Crítica

A PEQUENEZ DA GRANDEZA DO SHOW DE MAICON CLENK

Entre os dias 11 e 21 de setembro deste ano (2025) aconteceu O Grande Show de Mágica de Maicon Clenk no Teatro Sérgio Cardoso, mágico que se intitula autor da linguagem artística “Teatro Ilusionista”, conforme diz a descrição do espetáculo no Sympla¹.

É possível ver no nome do espetáculo um dos signos que o permeia: “grande”. Tudo no espetáculo visa te convencer disso, a descrição também: “Efeitos especiais, bailarinos e mais de 100 figurinos elaborados fazem parte do show”. Os números, a maioria são, justamente, da categoria “grandes ilusões”. Tudo grita impacto, tamanho e inovação. Mas aqui reside a maior das frustrações, não tem impacto, menos ainda inovação. Parece maquiar no tamanho o que não atinge em qualidade. O espetáculo é diametralmente oposto entre grandeza e qualidade: o que tem de grande na produção, tem de pequeno no que tange o qualitativo.

Foto: Adoro Mágica

Começa pela gama de efeitos, a maioria são aparições de bailarinas. A primeira, é ok, a segunda, também. A terceira, a quarta, a quinta e sei lá mais quantas já perdeu a graça. O exagero do número de aparições de bailarinas parece demonstrar uma falta de consciência e entendimento do efeito – realidade externa, plano do visível, para usar termos teóricos da mágica. Parece que Clenk não entendeu que mudar de caixa não muda o efeito. Aliás, aqui entramos em outro exagero do espetáculo, quase tudo são caixas e variações destas. Toda hora entra uma caixa, acontece alguma coisa – normalmente uma bailarina aparece ou desaparece – e isso molda quase que 100% dos números de mágica do show.
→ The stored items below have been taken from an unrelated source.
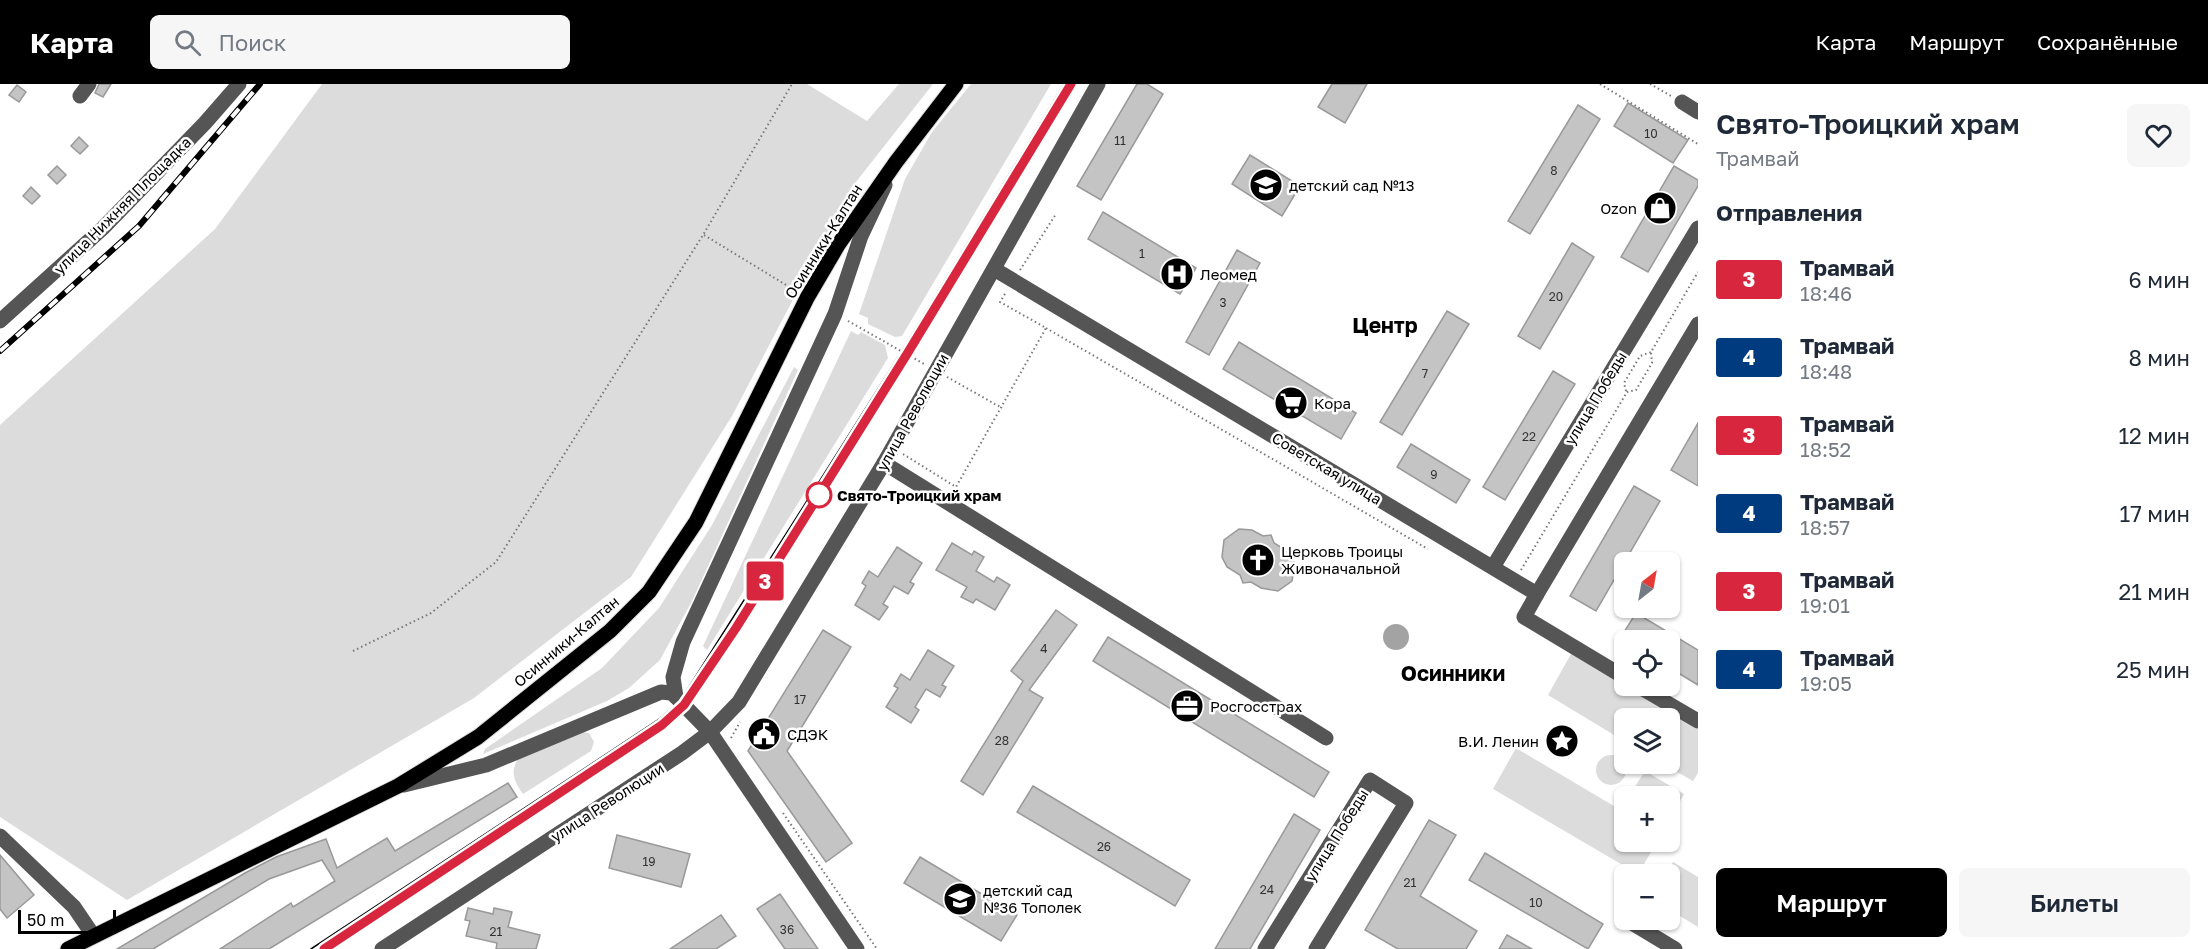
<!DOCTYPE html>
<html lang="ru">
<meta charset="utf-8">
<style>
body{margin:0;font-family:"Golos Text",sans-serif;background:#f6f6f7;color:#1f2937;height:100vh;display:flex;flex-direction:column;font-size:22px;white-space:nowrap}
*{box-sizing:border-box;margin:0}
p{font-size:20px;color:#747a83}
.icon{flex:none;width:33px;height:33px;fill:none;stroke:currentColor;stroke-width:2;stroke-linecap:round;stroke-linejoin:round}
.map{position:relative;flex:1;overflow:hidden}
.side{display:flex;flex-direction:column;background:#fff;width:510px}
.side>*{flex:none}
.badge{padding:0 12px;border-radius:4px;font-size:21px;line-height:39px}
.needle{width:39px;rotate:31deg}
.buttons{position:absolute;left:1614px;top:468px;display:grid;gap:12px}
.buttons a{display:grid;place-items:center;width:66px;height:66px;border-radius:9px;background:#fff;box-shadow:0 2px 4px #0004;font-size:30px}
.scale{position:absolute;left:18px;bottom:15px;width:98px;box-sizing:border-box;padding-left:6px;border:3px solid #000;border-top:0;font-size:16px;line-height:21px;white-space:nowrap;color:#000;-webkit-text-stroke:4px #fff;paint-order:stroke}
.map>.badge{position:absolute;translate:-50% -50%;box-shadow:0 0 0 3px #fff}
h2{padding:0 18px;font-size:22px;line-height:54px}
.round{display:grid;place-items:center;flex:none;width:63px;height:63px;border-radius:9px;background:#f6f6f7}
.headline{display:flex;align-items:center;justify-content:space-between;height:102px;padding:0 18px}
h1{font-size:28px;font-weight:600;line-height:45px}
.action{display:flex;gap:12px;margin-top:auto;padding:12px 18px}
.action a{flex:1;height:69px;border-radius:9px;background:#000;color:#fff;font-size:24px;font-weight:600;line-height:69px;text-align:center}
.action a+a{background:#f6f6f7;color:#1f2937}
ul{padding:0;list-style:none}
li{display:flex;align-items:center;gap:18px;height:78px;padding:0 18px}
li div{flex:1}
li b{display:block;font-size:22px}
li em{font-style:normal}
li .badge{min-width:66px;font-weight:700;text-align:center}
header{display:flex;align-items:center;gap:36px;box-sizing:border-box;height:84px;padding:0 30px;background:#000;color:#fff}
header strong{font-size:28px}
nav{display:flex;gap:33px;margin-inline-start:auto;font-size:21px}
.search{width:420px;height:54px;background:#f6f6f7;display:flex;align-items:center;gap:15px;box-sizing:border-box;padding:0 21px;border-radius:9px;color:#747a83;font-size:22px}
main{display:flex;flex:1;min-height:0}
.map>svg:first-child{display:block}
.green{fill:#dcdcdc}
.water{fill:#a3a3a3}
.building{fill:#c4c4c4;stroke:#999;stroke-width:1.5}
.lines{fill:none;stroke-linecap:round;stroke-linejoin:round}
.major-casing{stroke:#dbdbdb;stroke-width:17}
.path{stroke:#777;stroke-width:2;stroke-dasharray:1.5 3;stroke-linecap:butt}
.minor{stroke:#555;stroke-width:15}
.major{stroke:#000;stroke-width:15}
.tram{stroke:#000;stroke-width:1.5}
.rail-casing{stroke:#000;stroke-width:6}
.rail{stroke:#fff;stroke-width:4;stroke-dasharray:11;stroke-linecap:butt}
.line-casing{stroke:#fff;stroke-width:14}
.line{stroke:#d7263d;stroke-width:9}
.stop-dot{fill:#fff;stroke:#d7263d;stroke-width:3}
.labels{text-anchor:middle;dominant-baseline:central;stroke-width:5;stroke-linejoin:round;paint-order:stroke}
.number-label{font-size:12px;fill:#313131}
.poi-label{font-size:15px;fill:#000;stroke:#fff;text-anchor:start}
.street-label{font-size:15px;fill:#000;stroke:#fff}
.stop-label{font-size:15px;font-weight:bold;fill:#000;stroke:#fff;text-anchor:start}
.district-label{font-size:21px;font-weight:bold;fill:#000;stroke:#fff}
</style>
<header>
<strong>Карта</strong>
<div class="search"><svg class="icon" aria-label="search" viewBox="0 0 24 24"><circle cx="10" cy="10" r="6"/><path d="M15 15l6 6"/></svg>Поиск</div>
<nav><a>Карта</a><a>Маршрут</a><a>Сохранённые</a></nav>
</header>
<main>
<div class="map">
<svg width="1698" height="865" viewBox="0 0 1698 865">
<rect width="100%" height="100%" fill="#fff"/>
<g class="green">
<path d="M322,0H807L867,37L899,0H933L852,103L732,332L631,493L474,614L127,816L0,733V341L215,145Z"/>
<path d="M971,0H1051L902,252L895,253L868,240V234L859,230L905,95L932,48Z"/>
<path d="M851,247L858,251L861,248L885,261L888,274L707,566L703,562Z"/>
<path d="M794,283L798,286L692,517L660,576L629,604L607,617L483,670L485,665L602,584L659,524L712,441Z"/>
<path d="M1571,570L1698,645V689L1693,697L1663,680H1670V634H1624V657L1548,611Z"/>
<path d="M577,647L589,649L594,658L591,667L523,710C512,695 510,685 521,670Z"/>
<path d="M1516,664L1624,728V758H1657L1638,790L1493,705Z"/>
<circle cx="1611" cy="686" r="15"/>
<path d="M1645,687L1684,710L1670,735V712H1629Z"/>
<path d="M1673,778L1698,793V843L1670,826V790H1665Z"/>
</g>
<circle class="water" cx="1396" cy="553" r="13"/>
<g class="building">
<path d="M99,0H111L103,13L95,9Z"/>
<path d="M1137,0H1147L1163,10L1101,116L1077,102Z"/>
<path d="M1332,0H1367L1345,39L1318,23Z"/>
<path d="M17,1L26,8L19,18L9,11Z"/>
<path d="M1628,19L1688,56L1673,79L1614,42Z"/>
<path d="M1578,21L1600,35L1530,150L1508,137Z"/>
<path d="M79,53L88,62L80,70L71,62Z"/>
<path d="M1250,71L1300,102L1282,132L1232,100Z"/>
<path d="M57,82L66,91L57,100L48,91Z"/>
<path d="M1674,82L1698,96V102L1648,188L1621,173Z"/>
<path d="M31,103L40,112L32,120L23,112Z"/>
<path d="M1103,128L1196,184L1180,210L1088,155Z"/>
<path d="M1572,159L1594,173L1540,265L1518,252Z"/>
<path d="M1237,166L1260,179L1209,271L1186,258Z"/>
<path d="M1447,227L1469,240L1402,351L1380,338Z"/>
<path d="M1239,258L1356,329L1341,355L1223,285Z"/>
<path d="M1553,287L1575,300L1505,416L1483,403Z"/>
<path d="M1698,339V402L1671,386Z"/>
<path d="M1411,360L1470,396L1456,419L1397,383Z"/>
<path d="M1634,402L1660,417L1596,527L1570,512Z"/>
<path d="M1239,445L1252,446L1263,452L1271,451L1274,459L1284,465L1295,479L1292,497L1278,507L1261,504L1251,498L1243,499L1240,491L1227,483L1222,473L1224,456Z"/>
<path d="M952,459L972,471L974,467L984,473L976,487L994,498L997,493L1010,501L995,526L976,515L973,519L961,513L967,503L936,486Z"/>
<path d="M897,463L922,479L910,498L914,500L908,510L894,502L883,520L888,523L879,536L855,521L866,502L862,499L869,487L878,493Z"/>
<path d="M1056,526L1077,541L1029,606L1043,614L983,711L961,697L1023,597L1011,587Z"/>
<path d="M1636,529L1698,566V601L1670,584V556H1619Z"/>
<path d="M823,546L851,563L787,667L852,759L826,778L748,667Z"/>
<path d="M1108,553L1329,688L1314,713L1093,577Z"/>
<path d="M928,566L954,582L942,601L946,603L940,613L926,605L915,623L919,626L911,639L886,623L898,604L894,602L901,590L910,596Z"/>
<path d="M508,699L517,713L269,865H220L291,819L293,823L335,797L322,776L269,795L153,865H117L245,789L276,773L326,755L337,784L387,754L395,767Z"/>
<path d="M1033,702L1190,796L1175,822L1017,728Z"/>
<path d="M1294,730L1320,746L1250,865H1215Z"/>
<path d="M1429,736L1456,751L1420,812L1477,847L1466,865H1398L1365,846Z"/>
<path d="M617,751L690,770L681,803L609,784Z"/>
<path d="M1485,769L1603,840L1588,865L1469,796Z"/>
<path d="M0,771L34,811L7,834L0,825Z"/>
<path d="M920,773L1017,831L1001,857L904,799Z"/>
<path d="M780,810L818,865H785L757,825Z"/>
<path d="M468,824L493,830L494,824L512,828L508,843L540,851L536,865H496L497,859L466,852L470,837L465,836Z"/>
<path d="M721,831L736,852L716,865H670Z"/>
<path d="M1507,851L1532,865H1499Z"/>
</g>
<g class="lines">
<g class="major-casing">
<path id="major" d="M68,865L398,702L478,653L610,547L649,508L696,438L807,214L838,161L896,78L956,0"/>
</g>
<g class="path">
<path d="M1600,0L1698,60"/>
<path d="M1650,0L1671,12"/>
<path d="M704,151L796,207"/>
<path d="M1020,186L1056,130"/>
<path d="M848,237L924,280"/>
<path d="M1046,244L1428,465"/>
<path d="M947,293L1002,324"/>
<path d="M1626,307L1624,299L1640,272L1651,268"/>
<path d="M903,370L956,403L1046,244L1000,218L1006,208"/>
<path d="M1521,486L1627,308L1636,306L1652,279L1651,268L1698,188"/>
<path d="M353,567L431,529L496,478L703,151L792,0"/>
<path d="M731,654L740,638"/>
<path d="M783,729L877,865"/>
</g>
<g class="minor">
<path d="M80,12L89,0"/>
<path d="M1682,18L1698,28"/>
<path d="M994,185L1537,510L1524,533L1624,593"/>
<path d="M0,237L103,144L205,39L239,0"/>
<path d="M884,379L1326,654"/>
<path d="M1493,483L1698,144"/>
<path d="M1537,510L1698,240"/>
<path d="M1638,602L1698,637"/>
<path d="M676,613L710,648L857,865"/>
<path d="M404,701L486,681L661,608L671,609L676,613L673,593L683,558L835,230L861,152L885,101"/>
<path d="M0,752L74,823L93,851"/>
<path d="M1627,836L1675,865"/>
<path d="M382,865L682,669L710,648L739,618L884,379L1098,0"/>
<path d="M1265,865L1370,696L1406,719L1316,865"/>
</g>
<use href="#major" class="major"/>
<path class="tram" d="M311,865L658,636L680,617L902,267L1064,0"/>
<g class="rail-casing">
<path id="rail" d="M0,267L139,142L260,0"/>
</g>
<use href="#rail" class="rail"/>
</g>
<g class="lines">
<g class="line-casing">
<path id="line" d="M324,865L662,641L684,621L736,544L907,270L1071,0"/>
</g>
<use href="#line" class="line"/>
</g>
<defs>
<g id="school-disc" transform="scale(1.725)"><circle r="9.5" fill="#000" stroke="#fff"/><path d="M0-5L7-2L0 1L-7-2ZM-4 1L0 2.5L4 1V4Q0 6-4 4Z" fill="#fff"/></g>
<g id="shop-disc" transform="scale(1.725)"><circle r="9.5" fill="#000" stroke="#fff"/><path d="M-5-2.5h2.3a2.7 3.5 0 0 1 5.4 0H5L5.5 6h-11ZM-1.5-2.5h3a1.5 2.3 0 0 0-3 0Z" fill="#fff"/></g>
<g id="hospital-disc" transform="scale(1.725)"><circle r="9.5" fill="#000" stroke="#fff"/><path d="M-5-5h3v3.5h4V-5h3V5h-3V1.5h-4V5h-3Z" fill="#fff"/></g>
<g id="supermarket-disc" transform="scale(1.725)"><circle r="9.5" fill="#000" stroke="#fff"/><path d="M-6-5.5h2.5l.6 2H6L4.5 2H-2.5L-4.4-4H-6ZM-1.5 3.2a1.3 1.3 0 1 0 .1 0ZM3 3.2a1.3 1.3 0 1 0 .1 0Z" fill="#fff"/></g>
<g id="church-disc" transform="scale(1.725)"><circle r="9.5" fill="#000" stroke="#fff"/><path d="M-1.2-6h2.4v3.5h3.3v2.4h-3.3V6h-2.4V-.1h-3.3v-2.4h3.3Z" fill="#fff"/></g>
<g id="office-disc" transform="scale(1.725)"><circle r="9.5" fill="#000" stroke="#fff"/><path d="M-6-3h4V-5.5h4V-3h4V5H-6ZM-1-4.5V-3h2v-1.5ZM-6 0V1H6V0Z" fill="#fff"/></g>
<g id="civic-disc" transform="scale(1.725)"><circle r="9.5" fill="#000" stroke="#fff"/><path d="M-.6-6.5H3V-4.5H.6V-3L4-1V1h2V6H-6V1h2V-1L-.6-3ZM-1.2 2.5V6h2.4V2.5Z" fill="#fff"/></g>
<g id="sight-disc" transform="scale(1.725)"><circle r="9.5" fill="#000" stroke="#fff"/><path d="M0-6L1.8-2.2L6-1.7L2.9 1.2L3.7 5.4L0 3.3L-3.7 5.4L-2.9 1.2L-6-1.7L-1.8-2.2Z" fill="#fff"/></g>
</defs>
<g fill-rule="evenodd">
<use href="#school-disc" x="1266" y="101"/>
<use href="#shop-disc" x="1660" y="124"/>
<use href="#hospital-disc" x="1177" y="190"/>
<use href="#supermarket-disc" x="1291" y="319"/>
<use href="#church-disc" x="1258" y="476"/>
<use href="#office-disc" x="1187" y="622"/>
<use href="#civic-disc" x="764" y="650"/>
<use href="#sight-disc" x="1562" y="657"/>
<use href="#school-disc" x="960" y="815"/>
</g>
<circle class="stop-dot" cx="819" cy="411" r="12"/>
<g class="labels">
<g class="number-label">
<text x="1651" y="49">10</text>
<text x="1120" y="56">11</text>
<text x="1554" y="86">8</text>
<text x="1142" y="169">1</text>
<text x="1556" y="212">20</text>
<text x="1223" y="218">3</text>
<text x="1425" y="289">7</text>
<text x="1529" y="352">22</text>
<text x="1434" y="390">9</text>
<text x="1044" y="564">4</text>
<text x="800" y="615">17</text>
<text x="1002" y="656">28</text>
<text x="1104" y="762">26</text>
<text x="649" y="777">19</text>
<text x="1410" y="798">21</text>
<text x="1267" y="805">24</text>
<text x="1536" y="818">10</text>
<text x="787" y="845">36</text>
<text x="496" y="847">21</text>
</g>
<g class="poi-label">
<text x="1289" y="101">детский сад №13</text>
<text x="1637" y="124" text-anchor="end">Ozon</text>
<text x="1200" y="190">Леомед</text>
<text x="1314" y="319">Кора</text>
<text x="1281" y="467">Церковь Троицы<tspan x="1281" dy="17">Живоначальной</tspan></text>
<text x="1210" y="622">Росгосстрах</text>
<text x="787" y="650">СДЭК</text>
<text x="1539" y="657" text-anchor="end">В.И. Ленин</text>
<text x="983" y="806">детский сад<tspan x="983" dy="17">№36 Тополек</tspan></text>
</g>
<g class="street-label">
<text transform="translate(122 121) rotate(-45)">улица Нижняя Площадка</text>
<text transform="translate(823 157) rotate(-58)">Осинники-Калтан</text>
<text transform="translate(1595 314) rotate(-59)">улица Победы</text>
<text transform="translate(912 328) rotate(-61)">улица Революции</text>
<text transform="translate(1327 384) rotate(31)">Советская улица</text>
<text transform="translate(566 557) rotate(-40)">Осинники-Калтан</text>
<text transform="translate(607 718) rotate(-33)">улица Революции</text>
<text transform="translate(1336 751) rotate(-58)">улица Победы</text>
</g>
<g class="stop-label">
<text x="837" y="411">Свято-Троицкий храм</text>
</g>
<g class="district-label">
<text x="1385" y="241">Центр</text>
<text x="1453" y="589">Осинники</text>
</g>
</g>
</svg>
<div class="buttons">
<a><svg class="needle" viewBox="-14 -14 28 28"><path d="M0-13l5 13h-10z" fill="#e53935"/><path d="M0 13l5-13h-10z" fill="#747a83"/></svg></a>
<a><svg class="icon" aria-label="locate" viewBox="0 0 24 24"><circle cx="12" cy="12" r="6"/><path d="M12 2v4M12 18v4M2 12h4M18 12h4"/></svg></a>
<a><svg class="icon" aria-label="layers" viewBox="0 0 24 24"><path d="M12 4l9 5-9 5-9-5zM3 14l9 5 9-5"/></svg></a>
<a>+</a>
<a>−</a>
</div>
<div class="scale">50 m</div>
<b class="badge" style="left:765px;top:497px;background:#d7263d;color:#fff">3</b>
</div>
<section class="side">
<div class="headline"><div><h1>Свято-Троицкий храм</h1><p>Трамвай</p></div><a class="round"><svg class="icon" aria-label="heart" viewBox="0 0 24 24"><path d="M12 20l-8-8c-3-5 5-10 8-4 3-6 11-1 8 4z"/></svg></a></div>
<h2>Отправления</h2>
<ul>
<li><span class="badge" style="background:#d7263d;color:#fff">3</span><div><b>Трамвай</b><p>18:46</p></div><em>6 мин</em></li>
<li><span class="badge" style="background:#003b80;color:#fff">4</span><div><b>Трамвай</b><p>18:48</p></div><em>8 мин</em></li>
<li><span class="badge" style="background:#d7263d;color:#fff">3</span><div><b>Трамвай</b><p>18:52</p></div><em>12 мин</em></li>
<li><span class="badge" style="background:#003b80;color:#fff">4</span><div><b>Трамвай</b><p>18:57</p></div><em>17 мин</em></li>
<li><span class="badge" style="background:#d7263d;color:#fff">3</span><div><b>Трамвай</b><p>19:01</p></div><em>21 мин</em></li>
<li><span class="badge" style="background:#003b80;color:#fff">4</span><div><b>Трамвай</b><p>19:05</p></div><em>25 мин</em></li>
</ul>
<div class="action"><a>Маршрут</a><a>Билеты</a></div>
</section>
</main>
O conceito é contar a história da mágica por meio de performances com dança, começando com uma na qual bailarinas interpretam seres extraterrestres. O segundo ato parte para o Egito Antigo. Entendo a escolha do Egito, onde possivelmente temos os primeiros registros sobre mágica, mas a performance não fala disso. O espetáculo usa apenas uma estética estigmatizada, padrão, brega e exotizada do Egito Antigo. Já é mais que sabido no campo das artes que esse tipo de representação é atrasado e problemático, além disso, a representação do país no show é branca, demonstrando a falta de senso crítico de Maicon Clenk que assina, além de protagonizar o espetáculo, direção.

O espetáculo então parte para um núcleo fantástico, com dois faunos em cena e um mago, que depois descobrimos ser Merlin. É uma parte mal encaixada no roteiro, não fazendo muito sentido em geral. O efeito é um dos poucos que não usam exatamente uma caixa, mas acontece um teletransporte com jogo de sombra e luz de uma das bailarinas e no final Merlin se transforma em Maicon.

Foto: Adoro Mágica

Depois disso vem um dos momentos de maior mau gosto do espetáculo, ou melhor, um dos momentos de maior mau gosto que eu já presenciei em um teatro. Clenk entra vestido como um mágico clássico, usando uma dentadura que fica à vista com dentes grandes. Fala mais de uma vez que representa os mágicos que se dizem “o maior da América Latina”, em uma sátira provavelmente direcionada a Klauss Durães, da dupla Henry e Klauss, que vendem o show Illusion como a maior produção da América Latina. O nome, inclusive, é uma variação de Klauss, Claudiomar (salvo engano). Ele entra com sua esposa, Claudete. Diz também representar todos os mágicos que fazem festa infantil. Nesse momento, ele perguntou “Estão animados”, e antes do sim uníssono da plateia, em alto e bom som, uma criança gritou “Não!”. A essa altura do campeonato, provavelmente ela já estava cansada de caixas e aparições.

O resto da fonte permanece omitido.